Review: ‘Moon Knight’ #4 Gets Vulnerable

by Tony Thornley

Sometimes you can forget in superhero comics that there’s someone behind the mask. In some series, it can be months between glimpses of Peter Parker or Tony Stark under those masks. In Moon Knight #4 we get a glimpse of a deeper reason behind that for Marc Spector, beyond just sales.

Cover by Steve McNiven & Frank D’Armata

A third the way into this volume’s first year, and we’re beginning to see more and more what makes Moon Knight tick. Thankfully this month, we get a guest star who helps him let his guard down. Jed MacKay, Alessandro Cappuccio, Rachelle Rosenberg, and Cory Petit dive deep into Moon Knight’s head.

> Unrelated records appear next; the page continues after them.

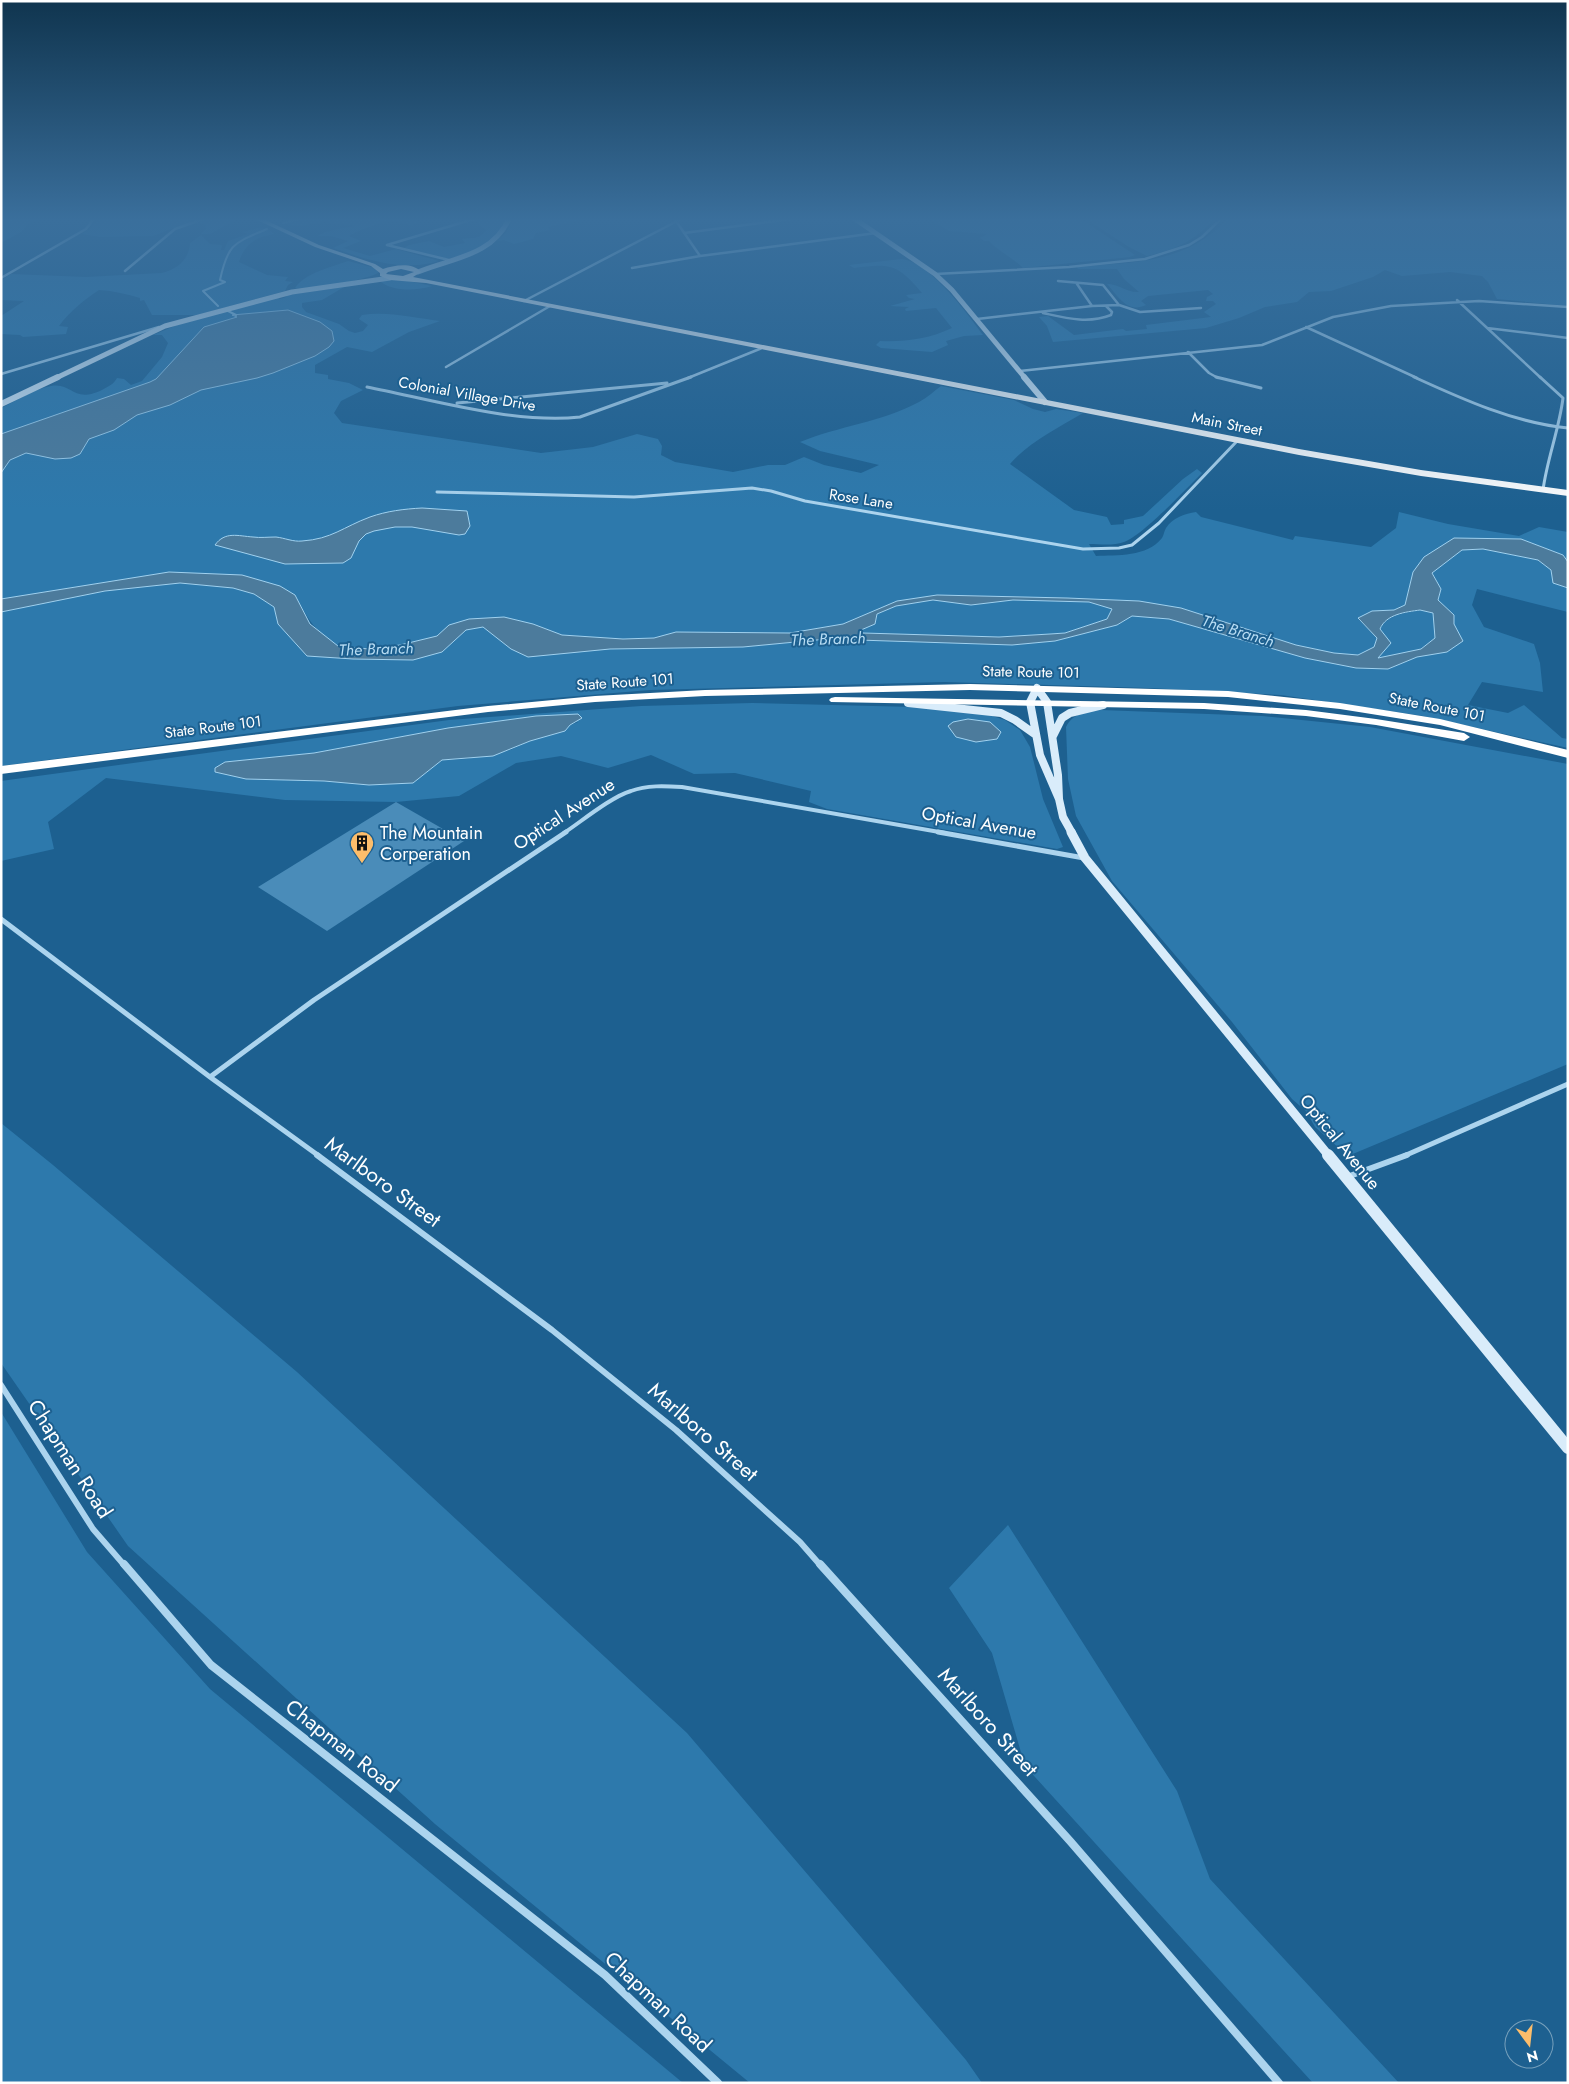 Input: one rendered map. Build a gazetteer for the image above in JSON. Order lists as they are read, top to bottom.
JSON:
{
  "streets": {
    "highway": ["Main Street", "State Route 101"],
    "street": [
      "Colonial Village Drive",
      "Rose Lane",
      "Optical Avenue",
      "Marlboro Street",
      "Chapman Road"
    ]
  },
  "crossings": [
    ["Colonial Village Drive", "Main Street"],
    ["Main Street", "Rose Lane"],
    ["Optical Avenue", "Marlboro Street"]
  ],
  "water": ["The Branch"],
  "places": {
    "building": ["The Mountain Corperation"]
  },
  "north": "bottom"
} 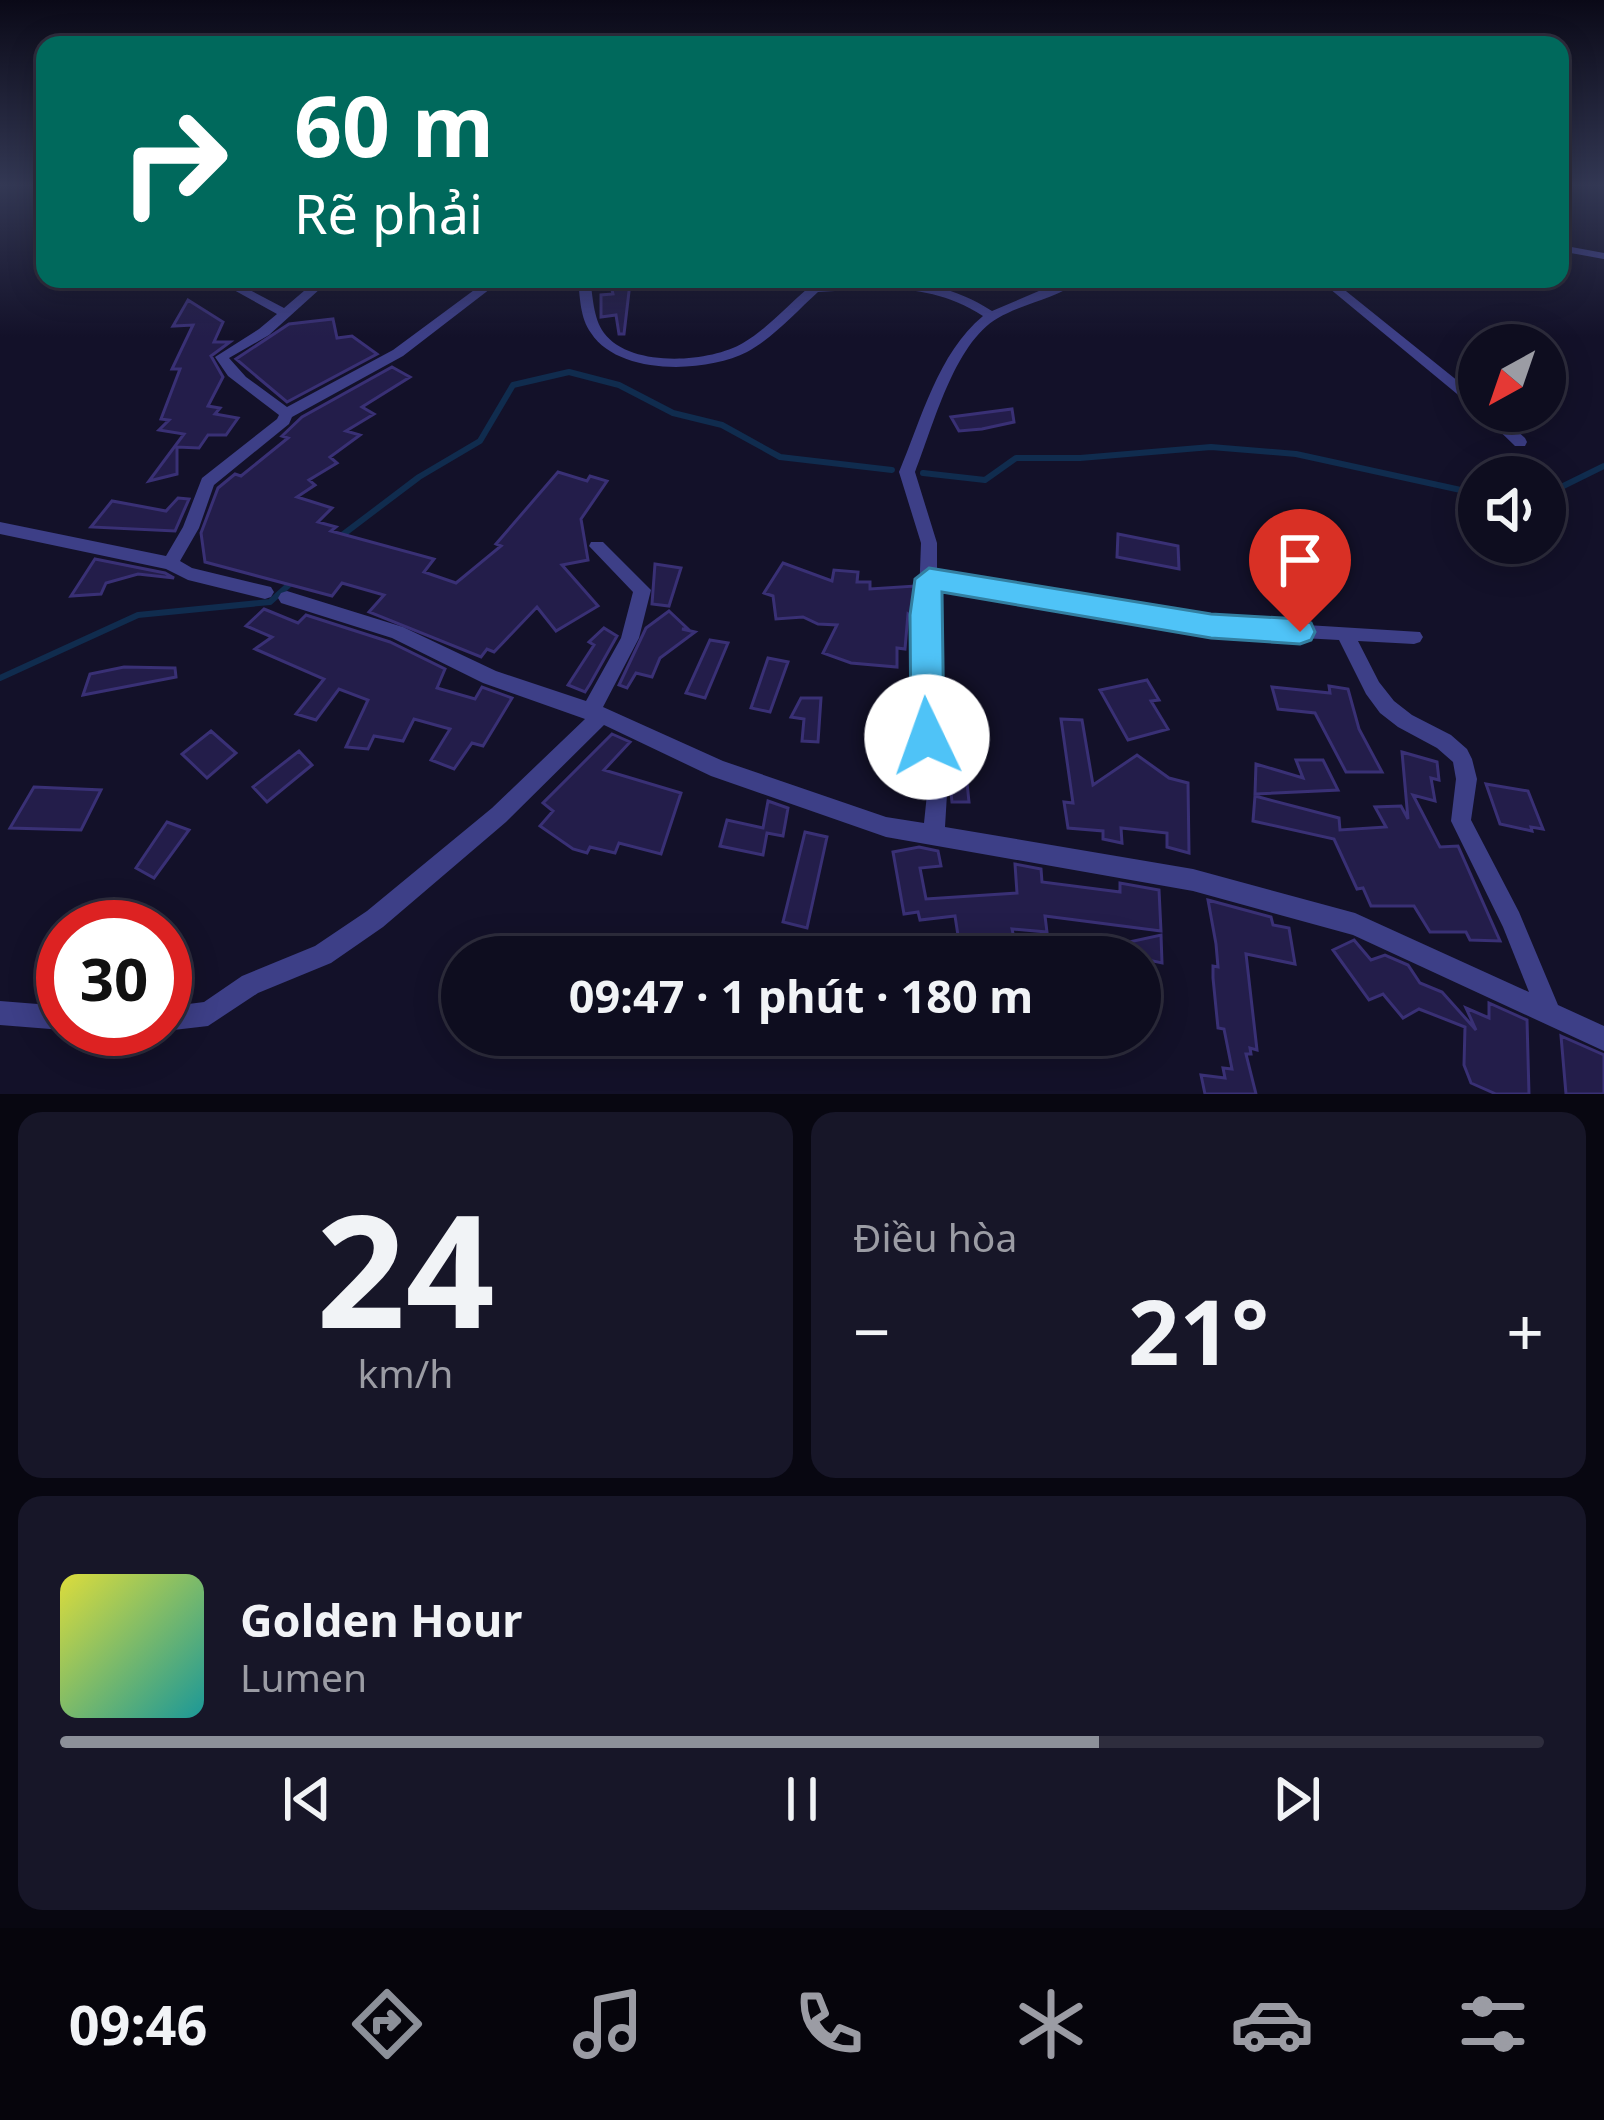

Moon Knight knows someone is after him, trying to ruin his life. Now, that someone is making bigger moves, targeting Mister Knight’s finances. Thankfully he has Tigra in town to back him up… in more ways than one.

For one of the only superheroes that openly struggles with mental illness, Moon Knight himself is not a very vulnerable person. It wasn’t until this issue that I realized it. What MacKay did, without anyone even noticing, was incredibly smart. Before this point, there were very few references to his life outside the mask. He only even called himself Mister Knight. Hell, his closest allies didn’t even know he had a name outside of “Knight, Moon” until Tigra showed up.

That sets the character up to be vulnerable. In the superheroic plot of the issue, that’s literal- a computer genius cracks into his finances and blackmails him into working for him. But in the larger view of the issue and the series, that means seeing Marc Spector’s face for the first time, as Tigra pushes him to be vulnerable and open up to her.

And really, this is where Cappuccio and Rosenberg shine in this issue. In his line work, Cappuccio’s really grown as an artist, especially in his more dynamic scenes, and Rosenberg is putting in some of her strongest color work in recent years. But the splash page of Moon Knight taking off his mask to reveal the broken bruised Marc Spector, and the series takes on another dimension it didn’t readily reveal.

This has been a series from the beginning that has tried to do something different from the norm. I think it’ll be seen as accomplishing that goal easily. I’m excited to see what the team does next.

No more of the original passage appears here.